Lavender bowed her head.  "The shining lotus must come to fruition, must bear seed.  It needs sustenance to grow strong enough to do so."  She looked up at him again.  "It needs the blood of a willing human to nurture it to completion.  Only then shall the jewel in the lotus come forth to shine for all the world."

For a shocked moment, Bruce hesitated.  The Buddha found the Middle Path, part of him insisted:  the Middle Path between hedonistic selfishness and vicious self-mortification.  Buddhism required no such blood sacrifices.

But a deeper part of him knew that at some level this was true, that nothing came without sacrifice, that there was no pinnacle without pain.    From his annihilation would arise salvation, from his negation the fruition of beauty.

Surely his parents would approve.

"Very well," he said.

Lavender smiled.  "One more step, Brucie.  Then you'll be freed from the endless burden of karma with your sacrifice."  She stepped forward to place a reverent kiss on his brow.  "Green Tara awaits you."

The carving of the enlightened Buddha grated and swiveled to reveal a passageway.

Bruce started down it without hesitation.

: : :

Pamela Isley waited, standing behind the altar, surrounded by clouds of sweet-smelling incense.  She inhaled deeply, letting the smoke lift her above herself, leaving the scientist behind.  She had come to understand there were things more important than science.  The drug sang in her veins:  the song of her mother the Earth, the only family she needed.

Isley fell away and left Green Tara in her place, avatar of the Goddess, bringer of liberation.  Her skin was painted emerald, golden bracelets jangling on her hands and ankles, golden cords in her scarlet hair.  Euphoria twined around her like the smoke:  the wicked will face justice and their blood will nourish the Earth.  Soon the Great Mission would have nearly inexhaustible funds, willed to her by Bruce Wayne himself.  His body would never be found.  She gripped the knife tighter as the Sacrifice entered the room, lifting her arms so that the flickering lamplight cast a multiplicity of shadows onto the stones behind her.

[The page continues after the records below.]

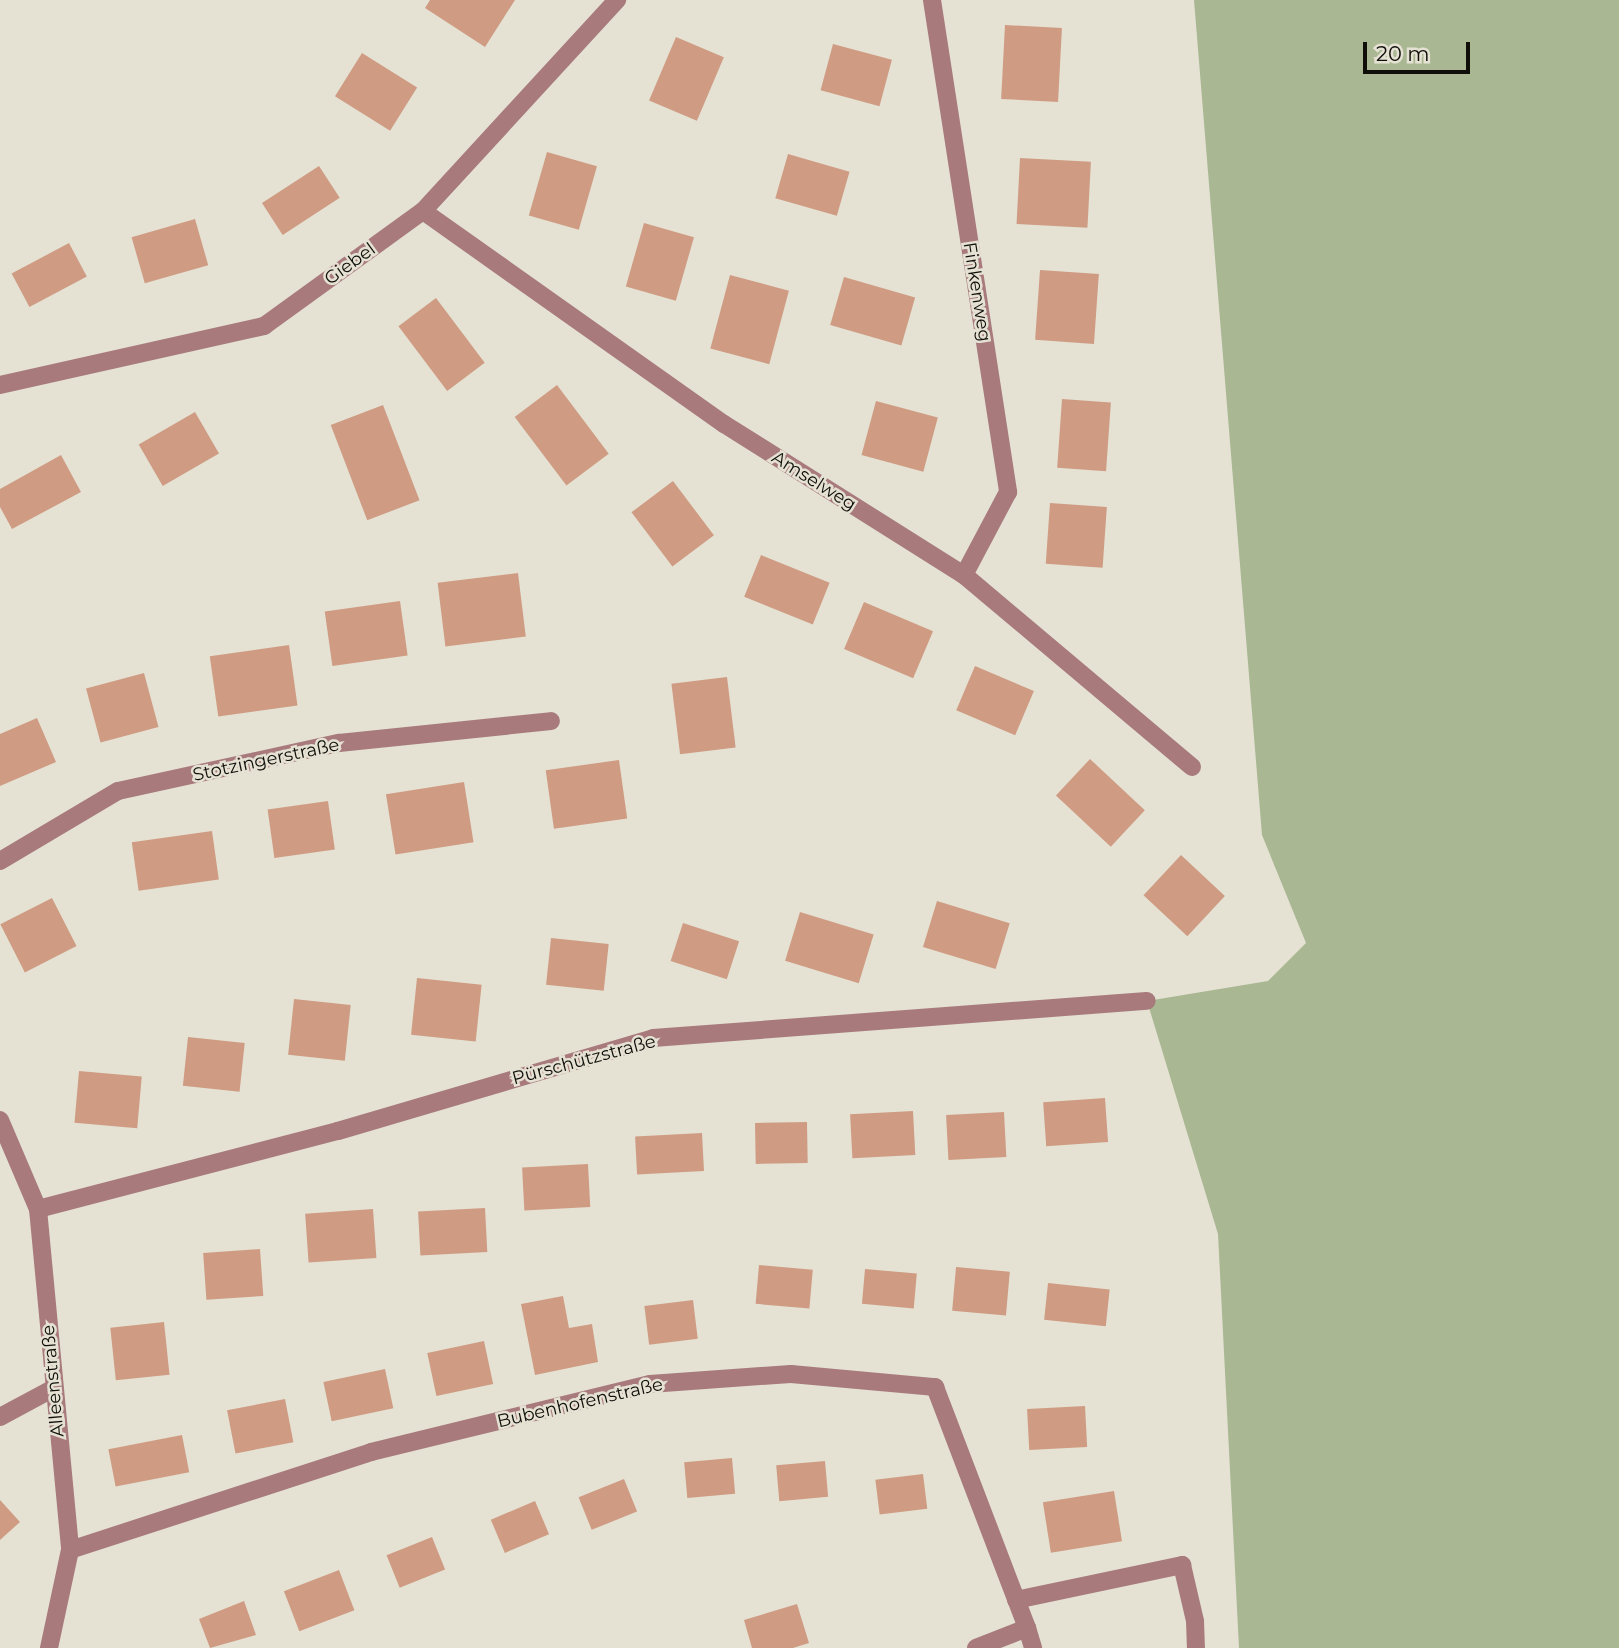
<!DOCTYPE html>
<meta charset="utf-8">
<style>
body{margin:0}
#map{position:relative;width:1619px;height:1648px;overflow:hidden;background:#e5e2d4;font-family:Montserrat,sans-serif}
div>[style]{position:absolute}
.green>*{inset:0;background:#a9b793}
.building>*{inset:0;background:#cf9c83;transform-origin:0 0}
.minor>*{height:18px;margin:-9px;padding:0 9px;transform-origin:9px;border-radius:9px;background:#a87a7c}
span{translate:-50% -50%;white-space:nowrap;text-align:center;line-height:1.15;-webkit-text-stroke:5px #e5e2d4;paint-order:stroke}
.street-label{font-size:18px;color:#0f0e09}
.scale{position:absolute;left:1363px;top:42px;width:107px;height:32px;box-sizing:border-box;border:4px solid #0f0e09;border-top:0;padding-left:9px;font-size:21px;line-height:24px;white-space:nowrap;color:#0f0e09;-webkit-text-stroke:5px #e5e2d4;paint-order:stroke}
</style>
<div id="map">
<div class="green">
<i style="clip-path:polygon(1194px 0,1619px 0,1619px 1648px,1239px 1648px,1218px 1234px,1147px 1001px,1268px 981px,1306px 943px,1262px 835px)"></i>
</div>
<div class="building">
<i style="clip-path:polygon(430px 0,515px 0,485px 47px,425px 8px)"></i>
<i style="left:1005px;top:25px;width:57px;height:74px;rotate:3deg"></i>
<i style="left:676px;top:37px;width:52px;height:69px;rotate:23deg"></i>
<i style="left:833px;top:44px;width:61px;height:48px;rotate:15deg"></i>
<i style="left:362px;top:53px;width:65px;height:51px;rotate:32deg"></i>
<i style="left:547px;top:152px;width:52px;height:66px;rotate:16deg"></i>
<i style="left:788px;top:154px;width:64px;height:46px;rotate:16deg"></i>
<i style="left:1020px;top:158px;width:71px;height:66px;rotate:3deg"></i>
<i style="left:319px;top:166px;width:38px;height:68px;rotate:57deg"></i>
<i style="left:195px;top:219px;width:48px;height:66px;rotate:74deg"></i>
<i style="left:644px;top:223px;width:52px;height:66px;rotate:16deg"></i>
<i style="left:69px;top:243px;width:38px;height:65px;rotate:62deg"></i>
<i style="left:1040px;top:270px;width:59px;height:70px;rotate:4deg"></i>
<i style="left:730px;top:275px;width:61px;height:76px;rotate:15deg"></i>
<i style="left:844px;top:277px;width:74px;height:50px;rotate:16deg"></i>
<i style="left:436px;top:298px;width:81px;height:47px;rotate:53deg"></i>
<i style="left:557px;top:385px;width:86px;height:53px;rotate:53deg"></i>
<i style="left:1062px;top:399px;width:49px;height:69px;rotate:4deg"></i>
<i style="left:876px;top:401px;width:64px;height:56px;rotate:15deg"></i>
<i style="left:383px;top:405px;width:102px;height:56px;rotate:69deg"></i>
<i style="left:195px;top:412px;width:48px;height:65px;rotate:60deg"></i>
<i style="clip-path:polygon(61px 455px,81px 492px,12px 529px,0 507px,0 489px)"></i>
<i style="left:673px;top:481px;width:68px;height:52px;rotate:53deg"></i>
<i style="left:1050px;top:503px;width:57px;height:61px;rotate:4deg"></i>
<i style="left:761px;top:555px;width:74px;height:45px;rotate:22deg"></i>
<i style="left:518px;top:573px;width:64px;height:81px;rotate:83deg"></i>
<i style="left:400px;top:601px;width:55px;height:76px;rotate:82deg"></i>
<i style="left:864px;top:602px;width:75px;height:51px;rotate:23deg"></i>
<i style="left:289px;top:645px;width:61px;height:80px;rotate:82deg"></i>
<i style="left:975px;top:666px;width:64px;height:48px;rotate:23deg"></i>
<i style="left:144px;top:673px;width:56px;height:60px;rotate:75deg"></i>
<i style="left:727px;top:677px;width:71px;height:56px;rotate:83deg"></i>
<i style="clip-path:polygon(37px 718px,56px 762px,0 786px,0 734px)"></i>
<i style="left:1090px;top:759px;width:75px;height:50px;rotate:43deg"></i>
<i style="left:619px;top:760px;width:59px;height:74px;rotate:82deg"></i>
<i style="left:464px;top:782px;width:61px;height:79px;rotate:81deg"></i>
<i style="left:328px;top:801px;width:49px;height:61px;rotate:82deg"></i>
<i style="left:212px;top:831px;width:49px;height:81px;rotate:82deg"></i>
<i style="left:1181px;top:855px;width:60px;height:55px;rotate:43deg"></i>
<i style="left:52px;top:898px;width:54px;height:58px;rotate:63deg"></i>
<i style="left:937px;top:901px;width:76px;height:48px;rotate:17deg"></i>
<i style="left:800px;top:912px;width:77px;height:51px;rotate:17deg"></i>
<i style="left:683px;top:923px;width:59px;height:40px;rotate:18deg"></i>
<i style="left:551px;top:938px;width:58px;height:47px;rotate:6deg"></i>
<i style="left:417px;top:978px;width:65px;height:57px;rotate:6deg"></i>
<i style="left:294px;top:999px;width:57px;height:56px;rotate:6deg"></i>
<i style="left:188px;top:1037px;width:57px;height:49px;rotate:6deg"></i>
<i style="left:79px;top:1071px;width:63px;height:52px;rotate:5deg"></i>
<i style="left:1105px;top:1098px;width:44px;height:62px;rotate:86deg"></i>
<i style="left:913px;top:1111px;width:44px;height:63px;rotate:87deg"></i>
<i style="left:1004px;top:1112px;width:45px;height:58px;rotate:87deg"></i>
<i style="left:807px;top:1122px;width:41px;height:52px;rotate:89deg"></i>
<i style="left:702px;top:1133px;width:38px;height:67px;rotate:87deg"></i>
<i style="left:588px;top:1164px;width:43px;height:66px;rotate:87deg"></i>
<i style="left:485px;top:1208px;width:44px;height:67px;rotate:87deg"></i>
<i style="left:373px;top:1209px;width:49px;height:68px;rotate:86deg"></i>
<i style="left:260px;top:1249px;width:47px;height:57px;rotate:86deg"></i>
<i style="left:759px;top:1265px;width:54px;height:39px;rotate:5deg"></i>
<i style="left:956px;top:1267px;width:54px;height:44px;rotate:5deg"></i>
<i style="left:865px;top:1269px;width:52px;height:35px;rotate:5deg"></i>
<i style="left:1048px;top:1283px;width:62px;height:37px;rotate:6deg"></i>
<i style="clip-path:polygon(563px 1296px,569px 1328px,592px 1324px,598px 1362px,535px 1375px,521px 1304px)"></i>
<i style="left:693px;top:1300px;width:39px;height:49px;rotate:83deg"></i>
<i style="left:164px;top:1322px;width:53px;height:54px;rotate:84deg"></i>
<i style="left:484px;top:1341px;width:44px;height:58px;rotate:78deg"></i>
<i style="left:385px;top:1369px;width:40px;height:63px;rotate:78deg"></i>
<i style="left:285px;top:1399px;width:44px;height:59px;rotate:79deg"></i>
<i style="left:1085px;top:1406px;width:41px;height:58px;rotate:87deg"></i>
<i style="left:182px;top:1435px;width:38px;height:75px;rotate:79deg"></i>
<i style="left:732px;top:1458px;width:36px;height:48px;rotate:85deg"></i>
<i style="left:825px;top:1461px;width:36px;height:49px;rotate:85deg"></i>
<i style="left:923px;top:1474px;width:35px;height:48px;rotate:83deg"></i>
<i style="left:624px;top:1479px;width:35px;height:49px;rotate:68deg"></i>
<i style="left:1114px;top:1491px;width:51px;height:72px;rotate:81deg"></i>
<i style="clip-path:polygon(0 1500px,20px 1522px,0 1540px)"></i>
<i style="left:535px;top:1501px;width:36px;height:48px;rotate:67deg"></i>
<i style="left:432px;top:1537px;width:35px;height:49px;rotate:68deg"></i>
<i style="left:339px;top:1570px;width:43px;height:59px;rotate:69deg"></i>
<i style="clip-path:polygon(244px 1601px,256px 1635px,210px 1648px,199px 1619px)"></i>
<i style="clip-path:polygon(797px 1604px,809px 1643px,793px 1648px,752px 1648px,744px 1620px)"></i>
</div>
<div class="minor">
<i style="left:932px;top:0;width:498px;rotate:81.2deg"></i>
<i style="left:1008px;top:492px;width:94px;rotate:117.9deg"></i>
<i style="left:423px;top:211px;width:369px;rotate:35.3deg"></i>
<i style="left:724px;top:424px;width:284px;rotate:32.2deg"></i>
<i style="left:964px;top:575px;width:298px;rotate:40.1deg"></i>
<i style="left:0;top:385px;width:271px;rotate:-12.6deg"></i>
<i style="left:264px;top:326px;width:196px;rotate:-35.9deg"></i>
<i style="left:423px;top:211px;width:287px;rotate:-47.4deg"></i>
<i style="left:0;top:861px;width:137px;rotate:-30.7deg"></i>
<i style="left:118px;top:791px;width:226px;rotate:-12.3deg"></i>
<i style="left:339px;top:743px;width:213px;rotate:-5.9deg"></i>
<i style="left:0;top:1120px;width:97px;rotate:66.9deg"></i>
<i style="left:38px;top:1209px;width:342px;rotate:84.6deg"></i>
<i style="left:70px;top:1550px;width:100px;rotate:102.1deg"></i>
<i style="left:38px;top:1209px;width:310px;rotate:-14.6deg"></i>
<i style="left:338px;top:1131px;width:328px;rotate:-16.4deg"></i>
<i style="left:653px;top:1038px;width:495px;rotate:-4.3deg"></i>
<i style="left:0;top:1417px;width:61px;rotate:-28.2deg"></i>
<i style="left:70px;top:1550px;width:317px;rotate:-18deg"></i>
<i style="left:371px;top:1452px;width:287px;rotate:-13.7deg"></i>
<i style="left:650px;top:1384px;width:141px;rotate:-4.1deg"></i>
<i style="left:791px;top:1374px;width:145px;rotate:5.2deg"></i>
<i style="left:935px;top:1387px;width:258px;rotate:69.1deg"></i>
<i style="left:1016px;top:1600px;width:170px;rotate:-11.9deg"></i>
<i style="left:1182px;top:1565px;width:57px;rotate:76.9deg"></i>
<i style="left:1195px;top:1621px;width:27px;rotate:88deg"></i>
<i style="left:976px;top:1648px;width:55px;rotate:-21.4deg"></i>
<i style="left:1027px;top:1628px;width:21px;rotate:73deg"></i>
</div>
<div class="street-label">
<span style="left:350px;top:264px;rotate:-36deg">Giebel</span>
<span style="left:977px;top:292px;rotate:81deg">Finkenweg</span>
<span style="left:814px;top:481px;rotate:32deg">Amselweg</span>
<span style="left:266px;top:760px;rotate:-12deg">Stotzingerstraße</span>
<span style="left:584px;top:1060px;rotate:-15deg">Pürschützstraße</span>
<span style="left:53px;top:1381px;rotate:-95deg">Alleenstraße</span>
<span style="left:580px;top:1403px;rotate:-13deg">Bubenhofenstraße</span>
</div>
<div class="scale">20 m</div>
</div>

He stared at her, his handsome face filled with wonder, and his awe exalted her even more.  Feel the righteous wrath of the Earth itself, unworthy one, she thought fiercely.  Aloud she said, "Approach and be cleansed."

The Sacrifice ascended the steps toward her, though the misty veils of drugged incense.  He stopped halfway, shaking his head, and staggered slightly.  That was unexpected;  he must have deeper reserves of character than she had imagined, to resist at this point.  "Bruce Wayne," she intoned.  "Your mother the Earth demands this.  Your father the Sky demands it.  You must redeem your name and through your sacrifice bring forth new life into the light, out of the darkness."

"Into the light, out of the darkness," muttered the Sacrifice.  "Out of..."  He sighed deeply, as if putting away a burden.  "Yes."

He climbed the last few steps to her.